Africa’s middle classes are predicted to reach 1.1 billion by 2060, making it the world’s fastest growing continent. The retail market in sub-Saharan Africa continues to grow as African economies stabilise, with maturing markets demanding more advances and readily available consumer goods. The past 12 months has seen retailers expanding aggressively into secondary markets outside of South Africa and Nigeria. The majority of these companies are headquartered in South Africa. Looking ahead, we expect a significant expansion in retail opportunities across the region. Ghana, Zambia, Mozambique, Botswana, Kenya, Tanzania and Uganda will be the main hotspots.

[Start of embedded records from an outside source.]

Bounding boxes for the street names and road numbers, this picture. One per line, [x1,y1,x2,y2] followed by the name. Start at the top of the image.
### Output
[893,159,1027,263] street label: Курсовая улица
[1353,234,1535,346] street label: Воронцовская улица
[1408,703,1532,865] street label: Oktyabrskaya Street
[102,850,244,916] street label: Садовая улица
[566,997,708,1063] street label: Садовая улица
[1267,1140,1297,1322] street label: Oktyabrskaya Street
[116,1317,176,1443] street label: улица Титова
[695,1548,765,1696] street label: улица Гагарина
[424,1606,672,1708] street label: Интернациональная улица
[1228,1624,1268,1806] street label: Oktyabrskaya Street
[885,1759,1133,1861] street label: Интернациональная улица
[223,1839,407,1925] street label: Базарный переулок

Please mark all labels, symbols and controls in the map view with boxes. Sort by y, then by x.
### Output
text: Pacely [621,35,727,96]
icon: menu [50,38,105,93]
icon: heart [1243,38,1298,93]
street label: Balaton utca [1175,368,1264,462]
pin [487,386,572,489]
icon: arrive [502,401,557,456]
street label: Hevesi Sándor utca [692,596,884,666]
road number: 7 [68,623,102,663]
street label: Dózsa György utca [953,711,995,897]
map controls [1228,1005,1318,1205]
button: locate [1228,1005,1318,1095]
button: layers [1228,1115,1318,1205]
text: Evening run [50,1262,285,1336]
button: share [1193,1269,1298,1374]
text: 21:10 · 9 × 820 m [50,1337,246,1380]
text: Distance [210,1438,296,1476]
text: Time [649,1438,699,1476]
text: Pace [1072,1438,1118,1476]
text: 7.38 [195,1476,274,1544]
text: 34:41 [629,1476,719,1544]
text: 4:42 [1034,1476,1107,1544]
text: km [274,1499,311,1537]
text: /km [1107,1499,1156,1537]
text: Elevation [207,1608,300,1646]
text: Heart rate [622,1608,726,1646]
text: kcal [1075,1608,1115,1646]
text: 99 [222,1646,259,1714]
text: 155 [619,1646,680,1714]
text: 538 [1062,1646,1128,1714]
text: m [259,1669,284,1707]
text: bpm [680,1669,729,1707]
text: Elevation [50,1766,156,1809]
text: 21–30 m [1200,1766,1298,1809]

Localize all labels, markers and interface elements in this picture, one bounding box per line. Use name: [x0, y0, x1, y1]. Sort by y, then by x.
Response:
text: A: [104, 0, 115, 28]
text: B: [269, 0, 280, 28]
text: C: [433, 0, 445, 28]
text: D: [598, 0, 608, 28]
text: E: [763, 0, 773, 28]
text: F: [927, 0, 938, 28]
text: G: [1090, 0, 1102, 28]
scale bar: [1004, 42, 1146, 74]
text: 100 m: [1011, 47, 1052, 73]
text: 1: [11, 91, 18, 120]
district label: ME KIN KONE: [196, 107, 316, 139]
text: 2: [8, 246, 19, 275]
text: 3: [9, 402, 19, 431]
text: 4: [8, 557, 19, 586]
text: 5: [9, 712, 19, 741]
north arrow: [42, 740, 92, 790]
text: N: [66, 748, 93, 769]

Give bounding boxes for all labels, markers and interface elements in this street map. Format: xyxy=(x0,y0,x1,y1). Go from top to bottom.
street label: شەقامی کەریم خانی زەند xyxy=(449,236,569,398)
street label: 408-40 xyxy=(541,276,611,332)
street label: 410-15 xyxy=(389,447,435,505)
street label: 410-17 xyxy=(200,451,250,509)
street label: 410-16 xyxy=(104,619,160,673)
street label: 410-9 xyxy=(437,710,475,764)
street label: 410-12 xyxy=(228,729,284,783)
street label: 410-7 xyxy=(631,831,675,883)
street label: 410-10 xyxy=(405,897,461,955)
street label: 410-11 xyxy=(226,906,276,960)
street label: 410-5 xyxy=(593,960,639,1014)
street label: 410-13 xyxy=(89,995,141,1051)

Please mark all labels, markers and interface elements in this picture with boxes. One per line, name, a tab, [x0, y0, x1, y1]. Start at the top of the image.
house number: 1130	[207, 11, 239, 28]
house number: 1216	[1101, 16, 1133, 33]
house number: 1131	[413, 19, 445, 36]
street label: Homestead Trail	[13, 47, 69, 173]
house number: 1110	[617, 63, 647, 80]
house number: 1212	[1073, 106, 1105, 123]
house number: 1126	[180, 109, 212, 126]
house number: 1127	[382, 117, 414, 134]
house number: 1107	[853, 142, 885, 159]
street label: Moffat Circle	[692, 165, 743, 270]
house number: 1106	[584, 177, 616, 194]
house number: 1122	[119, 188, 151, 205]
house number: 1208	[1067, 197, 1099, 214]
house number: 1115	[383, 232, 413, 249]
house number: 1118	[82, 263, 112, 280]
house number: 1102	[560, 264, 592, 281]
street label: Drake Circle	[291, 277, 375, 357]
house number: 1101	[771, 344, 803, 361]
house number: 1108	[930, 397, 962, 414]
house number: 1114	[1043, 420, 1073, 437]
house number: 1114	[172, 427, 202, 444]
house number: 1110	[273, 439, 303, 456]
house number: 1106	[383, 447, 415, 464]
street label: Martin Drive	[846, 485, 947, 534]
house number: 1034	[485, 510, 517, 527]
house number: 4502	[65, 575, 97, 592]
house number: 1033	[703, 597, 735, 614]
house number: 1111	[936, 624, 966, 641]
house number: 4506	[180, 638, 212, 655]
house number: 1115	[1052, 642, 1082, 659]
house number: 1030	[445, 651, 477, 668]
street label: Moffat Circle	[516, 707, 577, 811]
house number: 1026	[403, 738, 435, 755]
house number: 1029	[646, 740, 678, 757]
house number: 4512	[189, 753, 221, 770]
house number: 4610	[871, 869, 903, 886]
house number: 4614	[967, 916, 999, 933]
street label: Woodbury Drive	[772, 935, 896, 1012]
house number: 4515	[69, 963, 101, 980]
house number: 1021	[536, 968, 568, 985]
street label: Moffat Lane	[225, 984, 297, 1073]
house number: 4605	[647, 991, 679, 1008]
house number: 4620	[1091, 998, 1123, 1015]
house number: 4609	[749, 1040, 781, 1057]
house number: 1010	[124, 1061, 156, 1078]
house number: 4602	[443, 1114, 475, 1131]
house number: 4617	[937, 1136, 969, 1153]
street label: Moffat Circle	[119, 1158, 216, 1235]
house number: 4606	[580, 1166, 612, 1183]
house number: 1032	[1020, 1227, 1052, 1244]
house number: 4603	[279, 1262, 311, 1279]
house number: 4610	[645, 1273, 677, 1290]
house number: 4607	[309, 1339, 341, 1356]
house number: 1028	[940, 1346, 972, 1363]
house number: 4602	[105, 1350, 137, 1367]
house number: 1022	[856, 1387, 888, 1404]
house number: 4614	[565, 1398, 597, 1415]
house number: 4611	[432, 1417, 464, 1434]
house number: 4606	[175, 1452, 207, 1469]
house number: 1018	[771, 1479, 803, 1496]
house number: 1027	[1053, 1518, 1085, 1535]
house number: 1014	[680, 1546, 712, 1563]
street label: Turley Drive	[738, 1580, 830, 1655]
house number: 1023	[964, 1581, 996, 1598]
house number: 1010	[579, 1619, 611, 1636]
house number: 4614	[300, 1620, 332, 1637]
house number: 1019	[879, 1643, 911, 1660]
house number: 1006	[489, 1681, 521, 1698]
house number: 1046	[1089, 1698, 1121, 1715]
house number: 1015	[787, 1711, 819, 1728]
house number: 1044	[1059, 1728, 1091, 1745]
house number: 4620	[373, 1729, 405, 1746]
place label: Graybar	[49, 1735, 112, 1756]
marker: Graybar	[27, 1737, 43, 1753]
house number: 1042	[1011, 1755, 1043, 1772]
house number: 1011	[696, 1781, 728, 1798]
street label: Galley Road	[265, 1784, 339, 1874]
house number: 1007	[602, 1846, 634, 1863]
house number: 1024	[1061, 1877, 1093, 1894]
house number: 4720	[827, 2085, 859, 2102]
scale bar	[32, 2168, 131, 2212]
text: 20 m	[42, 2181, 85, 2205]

Increasing populations, local and expatriate wealth, strong household consumption and a thriving luxury tourism industry have been the drivers for a growing retail sector in the Middle East. Luxury vehicle manufacturer Jaguar Land Rover experienced a 36 percent increase in sales in the region this year. As one of the fastest growing industries, and the second largest behind oil, retail is a major contributor to ongoing economic growth in the region. The most dynamic markets, and those with the highest potential for growth, are the United Arab Emirates, Qatar, Saudi Arabia and Kuwait. With many substantial developments in the pipeline, international retailers continue to enter the market, competing with established global brands. The Middle East will remain an exciting player on the global retail stage.

Asia remains a hospitable environment for retailers, who are continuing to deliver innovative brand showcases and make large investments to secure prime locations. We have seen a drastic shift from a ‘build it and they will come’ approach to more strategic decision making when it comes to retail facilities. Developed markets such as Hong Kong, Singapore, Malaysia and Japan continue to benefit from both strong domestic demand and an influx of tourist dollars from China, India and the West. There is also growth in India and China, although recent spikes in Chinese consumer confidence have been driven by demand in tier four, and not major, cities. Automotive retailers are anticipating huge growth opportunities in China, where 22 million vehicles were sold last year. Vietnam and Indonesia are still largely based on independent retailers, and are seen as longer term prospects.

Though the Australian retail sector previously sustained a downturn, domestic retailers have emerged in better shape than other developed economies. Retail property in particular is performing well, with revenues growing at 3.6 percent on average over the past five years – mirrored by increased investment from foreign retailers extending or establishing operations in Australia. This is expected to continue for the next five years. The retail market is divided into two sectors – consumer goods and fast-moving consumer goods (FMCG). FMCG has enjoyed a steady average annual growth of 2.4 percent, forecast to continue at 2.3 percent up to 2019. Consumer goods has seen negative growth of nine percent on average, however is expected to return to two percent growth per year for the next five years.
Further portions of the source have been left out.